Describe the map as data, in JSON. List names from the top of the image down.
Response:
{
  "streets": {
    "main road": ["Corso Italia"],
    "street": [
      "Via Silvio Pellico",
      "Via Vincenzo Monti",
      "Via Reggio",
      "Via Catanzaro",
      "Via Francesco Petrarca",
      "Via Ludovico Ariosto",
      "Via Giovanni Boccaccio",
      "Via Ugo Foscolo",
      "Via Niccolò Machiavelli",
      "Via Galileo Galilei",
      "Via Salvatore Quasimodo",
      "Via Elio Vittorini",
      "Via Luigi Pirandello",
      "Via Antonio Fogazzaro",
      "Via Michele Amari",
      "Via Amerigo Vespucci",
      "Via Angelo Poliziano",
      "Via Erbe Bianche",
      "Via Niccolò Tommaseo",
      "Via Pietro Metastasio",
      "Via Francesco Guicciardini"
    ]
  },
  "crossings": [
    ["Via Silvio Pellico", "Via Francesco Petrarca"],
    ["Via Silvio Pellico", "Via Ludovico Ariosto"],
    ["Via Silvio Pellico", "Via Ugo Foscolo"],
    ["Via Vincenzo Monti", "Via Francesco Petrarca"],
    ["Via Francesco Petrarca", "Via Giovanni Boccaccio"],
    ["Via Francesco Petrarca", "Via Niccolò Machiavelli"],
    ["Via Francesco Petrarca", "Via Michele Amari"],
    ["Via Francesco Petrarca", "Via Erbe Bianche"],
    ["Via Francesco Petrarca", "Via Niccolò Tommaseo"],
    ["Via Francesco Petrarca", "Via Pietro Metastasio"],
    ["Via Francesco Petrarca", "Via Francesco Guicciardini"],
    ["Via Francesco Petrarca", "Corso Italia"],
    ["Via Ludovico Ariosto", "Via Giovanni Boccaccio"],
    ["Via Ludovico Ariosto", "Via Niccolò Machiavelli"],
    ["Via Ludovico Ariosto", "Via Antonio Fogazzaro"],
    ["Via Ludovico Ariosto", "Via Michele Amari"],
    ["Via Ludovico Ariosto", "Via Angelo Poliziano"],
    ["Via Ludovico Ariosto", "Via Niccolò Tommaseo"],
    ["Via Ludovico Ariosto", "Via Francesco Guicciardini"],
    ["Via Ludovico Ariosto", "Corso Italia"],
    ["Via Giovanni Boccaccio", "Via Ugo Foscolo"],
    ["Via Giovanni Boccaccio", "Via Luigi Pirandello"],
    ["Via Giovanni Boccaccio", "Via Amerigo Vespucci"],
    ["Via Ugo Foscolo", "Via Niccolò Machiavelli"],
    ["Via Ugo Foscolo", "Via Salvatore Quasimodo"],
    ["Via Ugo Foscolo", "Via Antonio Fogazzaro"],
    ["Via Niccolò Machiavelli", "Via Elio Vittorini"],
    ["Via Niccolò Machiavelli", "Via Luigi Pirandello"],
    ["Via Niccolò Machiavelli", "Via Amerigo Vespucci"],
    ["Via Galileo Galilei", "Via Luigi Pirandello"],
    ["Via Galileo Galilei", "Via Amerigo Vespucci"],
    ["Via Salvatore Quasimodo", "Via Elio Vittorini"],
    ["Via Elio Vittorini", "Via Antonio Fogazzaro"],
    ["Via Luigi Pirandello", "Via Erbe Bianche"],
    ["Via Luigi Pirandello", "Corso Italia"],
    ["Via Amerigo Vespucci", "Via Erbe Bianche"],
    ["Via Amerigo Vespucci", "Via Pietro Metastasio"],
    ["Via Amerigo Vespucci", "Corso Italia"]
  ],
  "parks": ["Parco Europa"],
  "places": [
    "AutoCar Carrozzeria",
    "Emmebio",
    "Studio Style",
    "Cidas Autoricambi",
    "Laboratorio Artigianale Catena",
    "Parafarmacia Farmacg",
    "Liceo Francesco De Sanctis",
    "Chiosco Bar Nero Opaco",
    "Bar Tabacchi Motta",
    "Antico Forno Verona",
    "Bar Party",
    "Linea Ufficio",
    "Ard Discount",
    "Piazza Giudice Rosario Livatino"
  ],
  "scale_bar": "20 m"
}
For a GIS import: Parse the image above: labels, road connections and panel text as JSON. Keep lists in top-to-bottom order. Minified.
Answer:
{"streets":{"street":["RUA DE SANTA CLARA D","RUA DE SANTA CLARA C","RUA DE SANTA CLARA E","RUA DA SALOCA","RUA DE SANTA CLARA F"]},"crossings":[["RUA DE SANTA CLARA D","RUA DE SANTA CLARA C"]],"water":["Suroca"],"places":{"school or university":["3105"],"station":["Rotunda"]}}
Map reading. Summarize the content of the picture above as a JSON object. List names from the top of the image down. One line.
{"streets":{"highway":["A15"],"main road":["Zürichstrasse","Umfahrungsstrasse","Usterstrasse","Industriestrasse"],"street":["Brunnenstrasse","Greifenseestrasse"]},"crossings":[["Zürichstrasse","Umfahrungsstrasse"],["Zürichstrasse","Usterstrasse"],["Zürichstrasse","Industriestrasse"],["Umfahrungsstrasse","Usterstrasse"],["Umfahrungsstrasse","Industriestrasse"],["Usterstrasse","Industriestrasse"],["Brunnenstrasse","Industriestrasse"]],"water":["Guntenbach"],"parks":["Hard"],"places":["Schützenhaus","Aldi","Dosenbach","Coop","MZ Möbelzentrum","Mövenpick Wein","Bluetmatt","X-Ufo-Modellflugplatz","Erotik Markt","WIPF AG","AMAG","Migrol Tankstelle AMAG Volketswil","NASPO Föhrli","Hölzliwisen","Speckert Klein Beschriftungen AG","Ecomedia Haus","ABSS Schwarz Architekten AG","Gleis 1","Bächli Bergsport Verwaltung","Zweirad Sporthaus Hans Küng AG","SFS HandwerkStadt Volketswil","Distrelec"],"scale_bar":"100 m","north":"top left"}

■ Activity ■
Where the word "Vittorini" shows up in a line of the records above, count that line; then give the count by itself.

■ Answer section ■
4